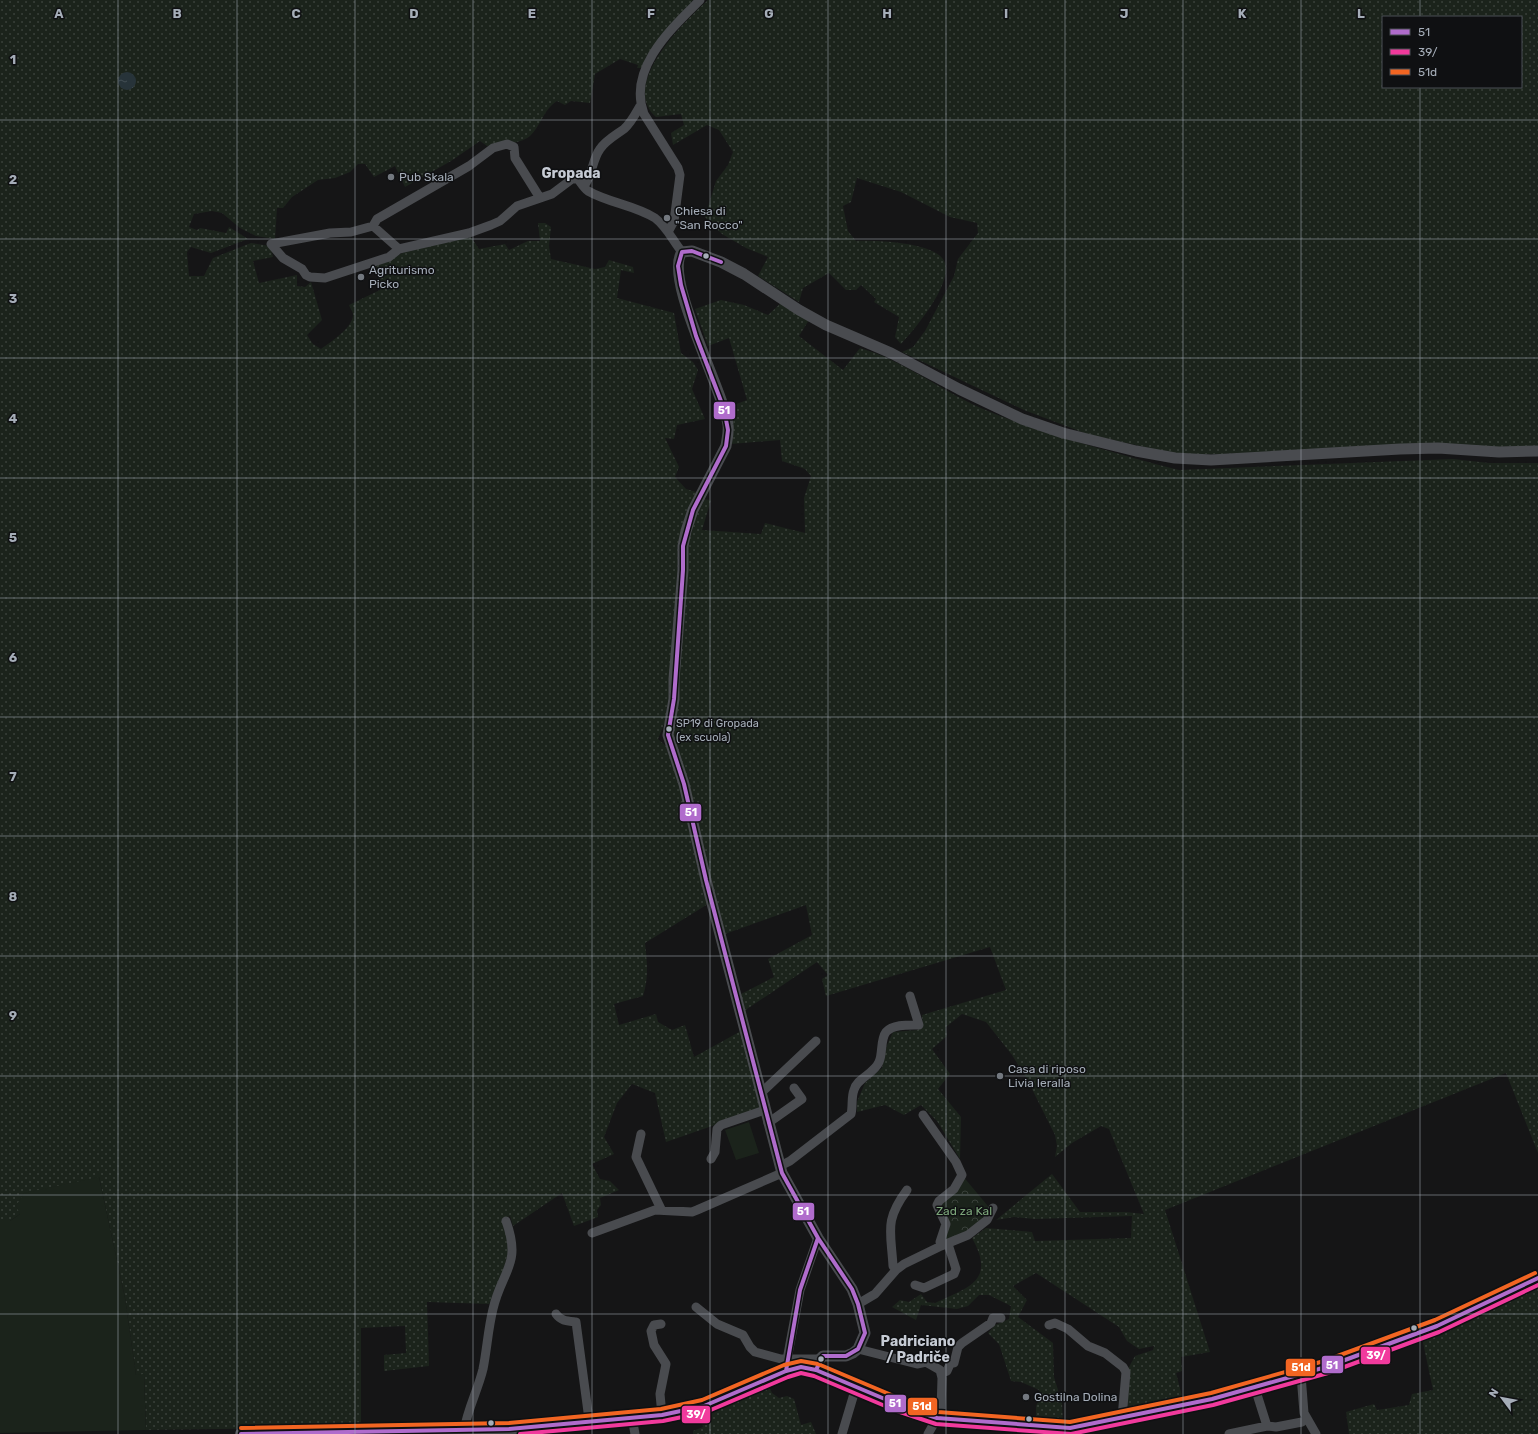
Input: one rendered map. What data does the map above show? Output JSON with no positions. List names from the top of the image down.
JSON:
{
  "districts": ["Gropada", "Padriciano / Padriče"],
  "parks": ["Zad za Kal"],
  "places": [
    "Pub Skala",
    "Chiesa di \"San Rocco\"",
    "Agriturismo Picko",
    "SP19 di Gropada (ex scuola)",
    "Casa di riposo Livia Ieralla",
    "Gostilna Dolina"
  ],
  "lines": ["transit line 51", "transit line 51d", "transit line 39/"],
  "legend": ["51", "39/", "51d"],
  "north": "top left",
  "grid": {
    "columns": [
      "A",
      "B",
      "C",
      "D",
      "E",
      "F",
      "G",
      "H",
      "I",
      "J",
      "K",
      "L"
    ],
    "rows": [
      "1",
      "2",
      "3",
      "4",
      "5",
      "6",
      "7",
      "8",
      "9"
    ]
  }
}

===

◆ Assignment:
Go through the lines above and write each one out verbatim, skipping the pictures.

◆ Answer box:
Input: one rendered map. What data does the map above show? Output JSON with no positions. List names from the top of the image down.
JSON:
{
  "districts": ["Gropada", "Padriciano / Padriče"],
  "parks": ["Zad za Kal"],
  "places": [
    "Pub Skala",
    "Chiesa di \"San Rocco\"",
    "Agriturismo Picko",
    "SP19 di Gropada (ex scuola)",
    "Casa di riposo Livia Ieralla",
    "Gostilna Dolina"
  ],
  "lines": ["transit line 51", "transit line 51d", "transit line 39/"],
  "legend": ["51", "39/", "51d"],
  "north": "top left",
  "grid": {
    "columns": [
      "A",
      "B",
      "C",
      "D",
      "E",
      "F",
      "G",
      "H",
      "I",
      "J",
      "K",
      "L"
    ],
    "rows": [
      "1",
      "2",
      "3",
      "4",
      "5",
      "6",
      "7",
      "8",
      "9"
    ]
  }
}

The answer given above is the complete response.